There was evidence that at the time these contracts were entered into the oranges in the respective crops were all merchantable and free from any splits, off-bloom and soft fruit, and that all of said oranges were then ripe and ready for picking. There is also evidence that on several occasions prior to the date of the freeze the plaintiff and his assignors informed the defendant that the crops were ready to be picked, that the defendant assured them that he would pick the oranges shortly, that there were many days of good picking weather between the date of the contracts and the date of the freeze, and that between those dates the defendant picked oranges from other groves which it had subsequently purchased at a lower price.

The court found in all respects in favor of the plaintiff and awarded him a judgment for $983, from which this appeal was taken.

The main point raised by the appellant is that it conclusively appears from the contracts themselves that they were executory and did not pass the title to this fruit, and that the risk of freezing remained with the respondent and his assignors. The appellant relies upon such eases as Wanee v. Thomas, 75 Cal. App. 231 [242 Pac. 509]; Pfoh v. Porter, 23 Cal. App. 59 [137 Pac. 44]; MacRae v. Heath, 60 Cal. App. 64 [212 Pac. 228]; Walti v. Gaba, 160 Cal. 324 [116 Pac. 963] ; Blackwood v. Cutting Packing Co., 76 Cal. 212 [18 Pac. 248, 9 Am. St. Rep. 199], In each of those cases the goods in question were to be delivered by the seller. In the first case cited, rice was not only to be so delivered but was to be paid for only if it came up to a sample which had been furnished. In each of the other cases the crop in question had not yet matured and the seller still had things to do in order to put the goods into a deliverable state. As pointed out in the case of Walti v. Gaba, supra, under those circumstances the performance of such things on the part of the seller is usually a condition precedent to the passing of title.
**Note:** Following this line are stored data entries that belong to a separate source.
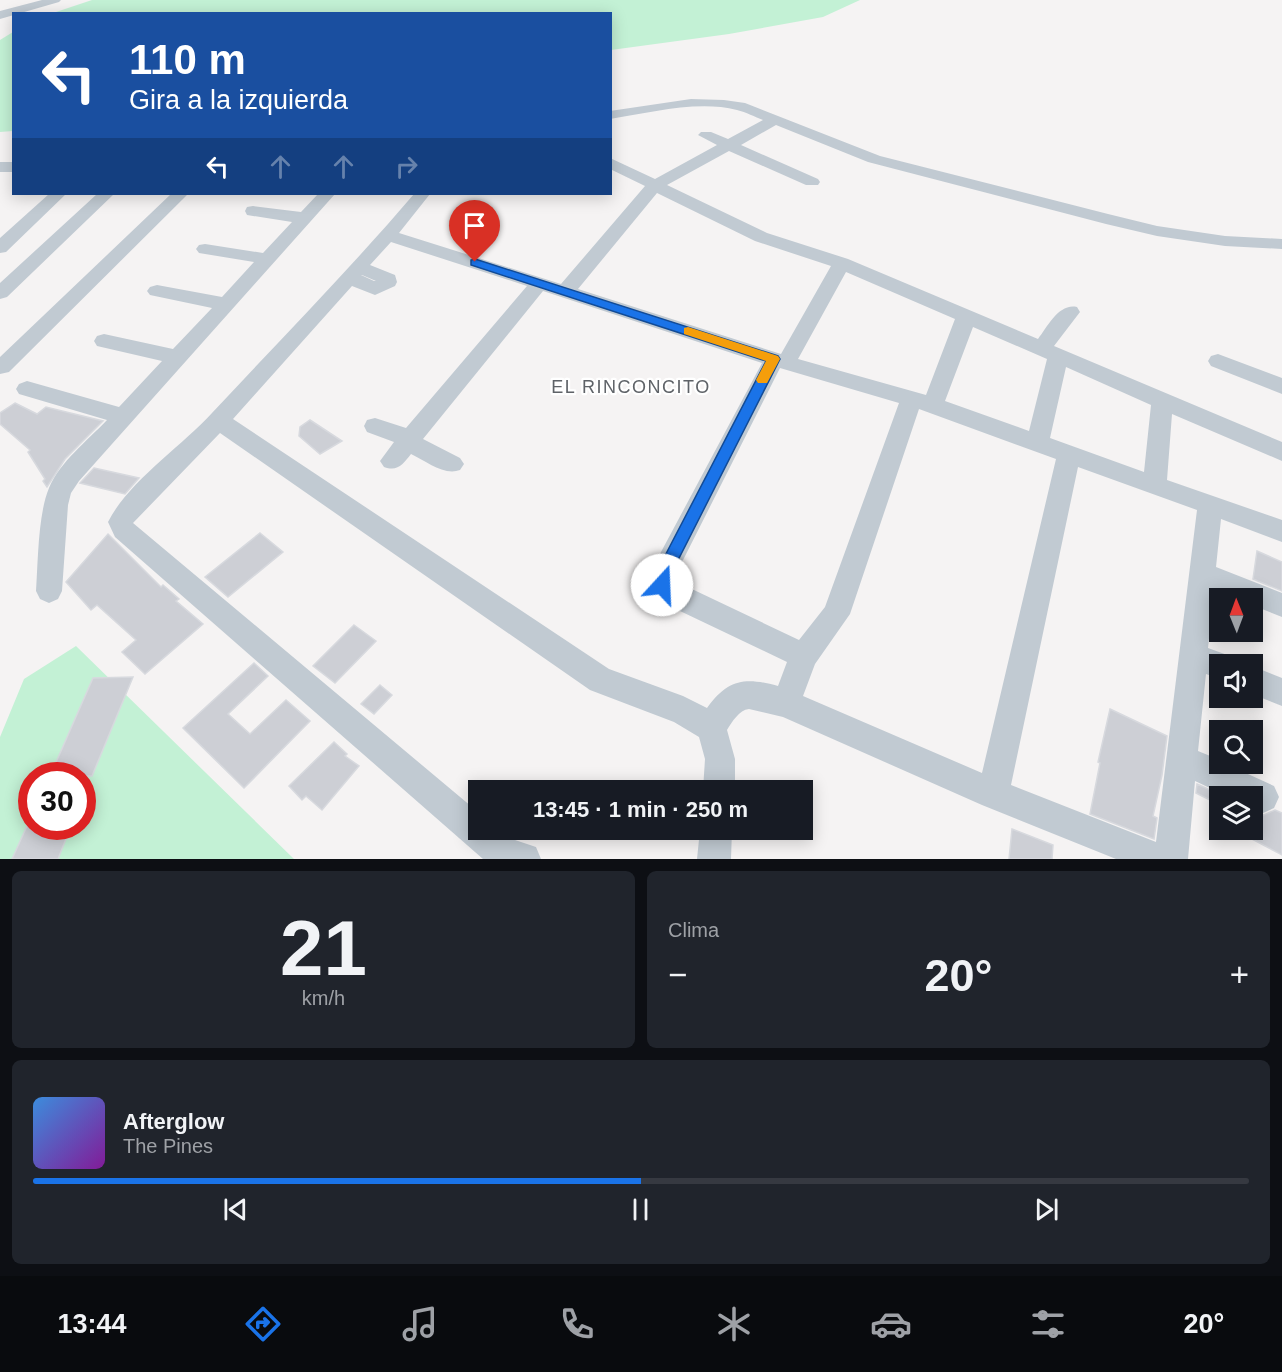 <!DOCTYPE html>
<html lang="es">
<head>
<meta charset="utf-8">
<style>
  :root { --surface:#171b24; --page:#20242c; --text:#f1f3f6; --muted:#9ea1a6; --line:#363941; --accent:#1a73e8 }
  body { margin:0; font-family:Arial,sans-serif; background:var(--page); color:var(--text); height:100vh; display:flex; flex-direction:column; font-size:22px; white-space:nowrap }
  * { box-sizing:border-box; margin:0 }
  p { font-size:20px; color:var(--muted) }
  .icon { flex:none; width:33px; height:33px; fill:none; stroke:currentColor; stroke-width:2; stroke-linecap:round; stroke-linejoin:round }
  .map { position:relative; height:859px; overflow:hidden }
  .sheet { display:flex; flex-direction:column; gap:12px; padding:12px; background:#0d0f14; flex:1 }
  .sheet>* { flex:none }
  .guide { position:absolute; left:12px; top:12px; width:600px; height:183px; border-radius:0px; box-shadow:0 3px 15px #0003; background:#1a4fa0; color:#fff; overflow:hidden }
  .needle { width:39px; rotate:359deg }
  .controls { position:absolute; left:1209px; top:588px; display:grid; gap:12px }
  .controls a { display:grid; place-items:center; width:54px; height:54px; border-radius:0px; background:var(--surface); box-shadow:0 3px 15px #0003; font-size:30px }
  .speed { position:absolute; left:18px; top:762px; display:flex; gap:12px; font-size:30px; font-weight:700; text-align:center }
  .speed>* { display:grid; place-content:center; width:78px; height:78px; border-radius:50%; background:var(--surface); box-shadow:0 3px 15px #0003; line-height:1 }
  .speed .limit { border:9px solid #d22; background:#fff; color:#111 }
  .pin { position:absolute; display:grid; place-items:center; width:51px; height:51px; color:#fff; margin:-62px -26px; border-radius:50% 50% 50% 0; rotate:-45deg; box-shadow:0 0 6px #0007 }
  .pin .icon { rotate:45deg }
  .me { position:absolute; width:66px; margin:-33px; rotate:20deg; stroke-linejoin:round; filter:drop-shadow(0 0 4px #0008) }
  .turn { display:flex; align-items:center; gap:21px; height:126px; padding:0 18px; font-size:27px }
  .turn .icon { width:78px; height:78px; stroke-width:2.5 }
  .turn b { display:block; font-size:42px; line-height:51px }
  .lanes { display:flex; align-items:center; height:57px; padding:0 18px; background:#0003; justify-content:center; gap:30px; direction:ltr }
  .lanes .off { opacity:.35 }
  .big { font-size:45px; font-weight:600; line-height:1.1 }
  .sheet .card { flex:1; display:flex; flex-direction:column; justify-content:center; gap:9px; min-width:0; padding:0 21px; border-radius:9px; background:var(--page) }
  .sheet .dial { align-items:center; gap:0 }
  .dial b { font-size:78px; line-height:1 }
  .song { display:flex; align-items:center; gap:18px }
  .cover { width:72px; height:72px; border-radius:9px; background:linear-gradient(135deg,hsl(210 70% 55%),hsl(290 70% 35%)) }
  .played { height:6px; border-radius:3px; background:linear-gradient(90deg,var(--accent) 50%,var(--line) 50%) }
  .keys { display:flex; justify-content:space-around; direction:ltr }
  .heat { display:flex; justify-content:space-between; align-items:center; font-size:33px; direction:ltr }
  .sheet .tiles { flex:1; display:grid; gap:12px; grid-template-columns:1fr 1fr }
  .card:last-child { grid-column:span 2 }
  .trip { position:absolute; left:468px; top:780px; width:345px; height:60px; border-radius:0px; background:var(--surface); box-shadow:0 3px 15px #0003; font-weight:600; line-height:60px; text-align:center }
  .dock { display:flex; height:96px; justify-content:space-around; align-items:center; background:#090b0e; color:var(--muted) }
  .dock .icon { width:42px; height:42px }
  .dock .active { color:var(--accent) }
  .dock b { font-size:27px; color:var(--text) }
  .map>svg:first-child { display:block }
</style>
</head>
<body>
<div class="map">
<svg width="1282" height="859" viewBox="0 0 1282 859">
  <rect width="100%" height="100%" fill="#f5f3f3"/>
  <path fill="#c3f1d5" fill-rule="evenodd" d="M92,0H860L823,17L729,34L611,50L610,14L53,13Z
    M13,32V131L0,132V40Z
    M76,646L294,859H0V737L24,679ZM32,776H82V826H32Z"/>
  <path fill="#cdcfd5" stroke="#d7d9de" stroke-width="1.5" d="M15,403L37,414L46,407L103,421L65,459L47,487L43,481L45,479L28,452L30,450L0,424V413Z
    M310,420L342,441L320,454L299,436L300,427Z
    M94,468L139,478L125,494L80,483Z
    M260,533L283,552L228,597L205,577Z
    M108,534L161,587L163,585L179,599L176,601L203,624L145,674L122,652L136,640L97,605L91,610L66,582Z
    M1257,551L1282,562V591L1253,579Z
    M354,625L376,641L335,683L313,666Z
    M254,663L268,676L228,714L250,734L286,700L310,721L244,788L183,728Z
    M133,677L92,776H50L93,678Z
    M380,685L392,695L374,714L361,704Z
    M1110,709L1167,736L1162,775L1153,816L1157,818L1154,839L1090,814L1100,763L1098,762Z
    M334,742L347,754L345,756L359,766L322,810L306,796L302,800L289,786Z
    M1197,784L1223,796H1220V805L1196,793Z
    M1275,810L1282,813V855L1252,839V812L1264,815Z
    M27,826H71L58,859H12Z
    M1012,829L1053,845L1052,859H1009Z"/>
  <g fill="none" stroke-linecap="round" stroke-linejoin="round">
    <path fill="#c1cad2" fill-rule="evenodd" d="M42,0H61L59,2L0,19V11Z
      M691,99L724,100L745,103L880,156L1108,214L1157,226L1225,236L1282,239V249L1225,246L1157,236L1106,224L868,162L776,125L741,145L818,179L820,182L818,185H806L729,151L667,185L767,233L848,259L1038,339C1048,326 1059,303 1077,307L1080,312L1054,346L1282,442V461L1172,414L1167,480L1282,520V542L1221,519L1216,567L1282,593V617L1252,605V598H1235L1214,590L1208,648L1230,656L1234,664H1220V679L1206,674L1198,751L1220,760V764H1226L1274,786L1279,797L1274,808L1263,813L1252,809V796H1227L1195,781L1188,859H1116L982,805L783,717L749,709C739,710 732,722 727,730L735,759V790H703L705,759L699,737L674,722L590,690L220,433L133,523L478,812V830H499L509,838L536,847L541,859H483L115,537L108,522C128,482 181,447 212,413C279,341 350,269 414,194H430L399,233L561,284L645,186L610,169V158L655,179L717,145L698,135L701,132H711L728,139L763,120C755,117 746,112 737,110C697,100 650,113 610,119V111ZM657,193L755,241L831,266L781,354L578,289ZM391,242L527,286L406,428L375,418L367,420L364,426L367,432L394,442L380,461L384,467C398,472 403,464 411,454C426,461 444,476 460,470L464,464L460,458L423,439L543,291L762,363L653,567L648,585L659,601L787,662L778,686C745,677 728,679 707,708L683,696L609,669L233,419L352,286L375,295L395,286L397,282L395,275L370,265ZM846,272L955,319L926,395L798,359ZM361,275H362L376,281H374ZM973,327L1047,359L1029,431L945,401ZM1066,367L1151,405L1144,472L1050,438ZM780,368L899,403L825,607L799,640L675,581V576ZM919,409L1056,459L982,773L803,696L815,664L850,614ZM1078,467L1197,510L1156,842L1011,785Z
      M0,162H14V172H0Z
      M49,194H66L6,252L0,253V238Z
      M97,194H114L7,297L0,299V283Z
      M171,194H188L9,372L0,374V357Z
      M318,194H335L79,481L71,493L68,505L62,591L58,599L49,603L40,599L36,591C38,562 38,514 49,488C60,462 87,441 107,420L19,394L16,389L19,384L27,381L119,407L162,361L97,346L94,341L97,336L104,334L173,349L212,308L150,295L147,291L150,287L157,285L222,297L254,262L199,253L196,249L199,245L205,244L263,253L292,222L247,215L245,211L247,207L253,206L301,212Z
      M1218,354L1282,378V394L1211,366L1208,361L1211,356Z
      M1252,666L1282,678V706L1252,694Z
      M700,830H732L731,859H697Z"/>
  </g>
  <path fill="#1a73e8" stroke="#114b97" stroke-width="1.5" d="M475,259L778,356L780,359L670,576L667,590L662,592L656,590L653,585L655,575L766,361L471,265V260Z"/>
  <path fill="#f59e0b" d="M688,327L778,356L780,359L767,383H758L756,380L766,361L684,334V328Z"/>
  <g text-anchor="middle" stroke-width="4.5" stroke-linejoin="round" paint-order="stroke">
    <g font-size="18" letter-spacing="1.5" fill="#5f6368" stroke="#fff">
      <text x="631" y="393">EL RINCONCITO</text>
    </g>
  </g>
</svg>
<div class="controls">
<a><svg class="needle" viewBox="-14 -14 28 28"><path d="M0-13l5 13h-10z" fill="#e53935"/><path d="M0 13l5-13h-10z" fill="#9ea1a6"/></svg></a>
<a><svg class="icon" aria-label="sound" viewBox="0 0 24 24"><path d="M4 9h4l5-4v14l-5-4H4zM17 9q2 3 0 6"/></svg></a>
<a><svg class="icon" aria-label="search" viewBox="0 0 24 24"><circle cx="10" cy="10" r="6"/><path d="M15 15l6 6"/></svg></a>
<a><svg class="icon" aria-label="layers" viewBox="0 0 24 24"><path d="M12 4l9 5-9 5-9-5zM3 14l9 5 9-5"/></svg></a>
</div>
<div class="speed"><div class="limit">30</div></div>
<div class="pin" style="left:475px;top:262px;background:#d93025"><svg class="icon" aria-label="arrive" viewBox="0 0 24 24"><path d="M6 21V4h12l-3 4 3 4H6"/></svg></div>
<svg class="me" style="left:662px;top:585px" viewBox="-20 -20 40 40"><circle r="19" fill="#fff"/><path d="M0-13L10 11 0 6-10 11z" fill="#1a73e8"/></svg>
<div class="trip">13:45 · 1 min · 250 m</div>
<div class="guide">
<div class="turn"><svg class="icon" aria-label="left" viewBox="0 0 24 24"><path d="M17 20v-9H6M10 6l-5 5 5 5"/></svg><div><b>110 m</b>Gira a la izquierda</div></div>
<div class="lanes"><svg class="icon" aria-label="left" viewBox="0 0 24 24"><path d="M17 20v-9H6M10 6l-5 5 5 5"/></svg><svg class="icon off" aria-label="ahead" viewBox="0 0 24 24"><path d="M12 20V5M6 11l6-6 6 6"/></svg><svg class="icon off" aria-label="ahead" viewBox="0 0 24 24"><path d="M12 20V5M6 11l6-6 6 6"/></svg><svg class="icon off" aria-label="right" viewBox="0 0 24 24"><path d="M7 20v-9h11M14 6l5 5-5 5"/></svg></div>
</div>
</div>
<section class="sheet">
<div class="tiles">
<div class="card dial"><b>21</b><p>km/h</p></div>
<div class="card"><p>Clima</p>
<div class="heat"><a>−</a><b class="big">20°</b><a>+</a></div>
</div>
<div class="card">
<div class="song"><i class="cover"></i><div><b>Afterglow</b><p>The Pines</p></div></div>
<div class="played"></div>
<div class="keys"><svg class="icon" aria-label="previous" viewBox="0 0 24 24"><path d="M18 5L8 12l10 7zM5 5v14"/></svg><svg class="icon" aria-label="pause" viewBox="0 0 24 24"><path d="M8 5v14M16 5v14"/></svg><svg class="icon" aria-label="next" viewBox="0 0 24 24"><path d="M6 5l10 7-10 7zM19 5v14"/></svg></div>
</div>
</div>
</section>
<nav class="dock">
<b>13:44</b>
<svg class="icon active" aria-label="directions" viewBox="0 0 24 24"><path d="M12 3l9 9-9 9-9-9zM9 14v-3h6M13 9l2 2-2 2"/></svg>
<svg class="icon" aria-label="music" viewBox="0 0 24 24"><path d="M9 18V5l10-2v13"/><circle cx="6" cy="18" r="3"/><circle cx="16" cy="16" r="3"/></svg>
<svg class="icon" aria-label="phone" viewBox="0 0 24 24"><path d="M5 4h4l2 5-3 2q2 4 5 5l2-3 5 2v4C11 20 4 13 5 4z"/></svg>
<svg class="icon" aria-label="climate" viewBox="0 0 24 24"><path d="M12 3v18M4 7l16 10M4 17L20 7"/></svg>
<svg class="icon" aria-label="car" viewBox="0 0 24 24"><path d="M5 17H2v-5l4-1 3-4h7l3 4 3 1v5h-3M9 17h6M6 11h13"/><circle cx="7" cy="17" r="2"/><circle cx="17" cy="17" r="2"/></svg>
<svg class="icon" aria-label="filters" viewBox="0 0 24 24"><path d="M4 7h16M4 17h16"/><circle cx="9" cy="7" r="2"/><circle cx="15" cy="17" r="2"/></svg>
<b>20°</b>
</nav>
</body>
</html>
In the instant case, a somewhat different situation appears both from the face of the agreement and from the evidence. The contracts use language indicating a present sale, provide that the buyer is to come and get the crop, and leave nothing to be done by the seller, with the possible exception of cultivating and irrigating the groves “when necessary”. The evidence shows that there was no necessity for such work in connection with these particular crops as they were then ready for picking. Moreover, the evidence shows that the crops of fruit were merchantable in their entirety, and that no segregation was necessary.

Section 1739 of the Civil Code provides that unless a different intention appears certain rules are to be applied in ascertaining the intention of the parties as to the time when title to goods shall pass to the buyer. Rule 1 is as follows:

“Where there is an unconditional contract to sell specific goods, in a deliverable state, the property in the goods passes to the buyer when the contract is made, and it is immaterial whether the time of payment, or the time of delivery, or both, be postponed.”

This rule is here applicable, and there is nothing in the contracts or the evidence which indicates a contrary intention.

It cannot be said, as a matter of law, that the contracts in question conclusively show upon their face that they were executory in nature and that, therefore, title did not pass. The language of the contracts and the evidence justified the court in holding that title to the oranges passed at the time the contracts were entered into. (Bill v. Fuller, 146 Cal. 50 [79 Pac. 592]; Miller v. Hunt-Hatch & Co., 47 Cal. App. 768 [191 Pac. 75]; Lassing v. Jones, 107 Cal. 348 [40 Pac. 534].)

The appellant makes the further contention that $135 of the judgment, representing the amounts awarded on the two causes of action involving commissions for the sale of fruit, may not be sustained because under the contracts for the payment of such commissions nothing was to be paid until the oranges were picked and delivered to the appellant’s packing house. No such contractual provision is pointed out, and it seems clear from the evidence that the question of whether such commissions were to be paid depends entirely upon whether title passed to the fruit involved in those causes of action. The decision on this point must follow the decision on the main point raised.

The judgment is affirmed.

Marks, J., and Griffin, J., concurred.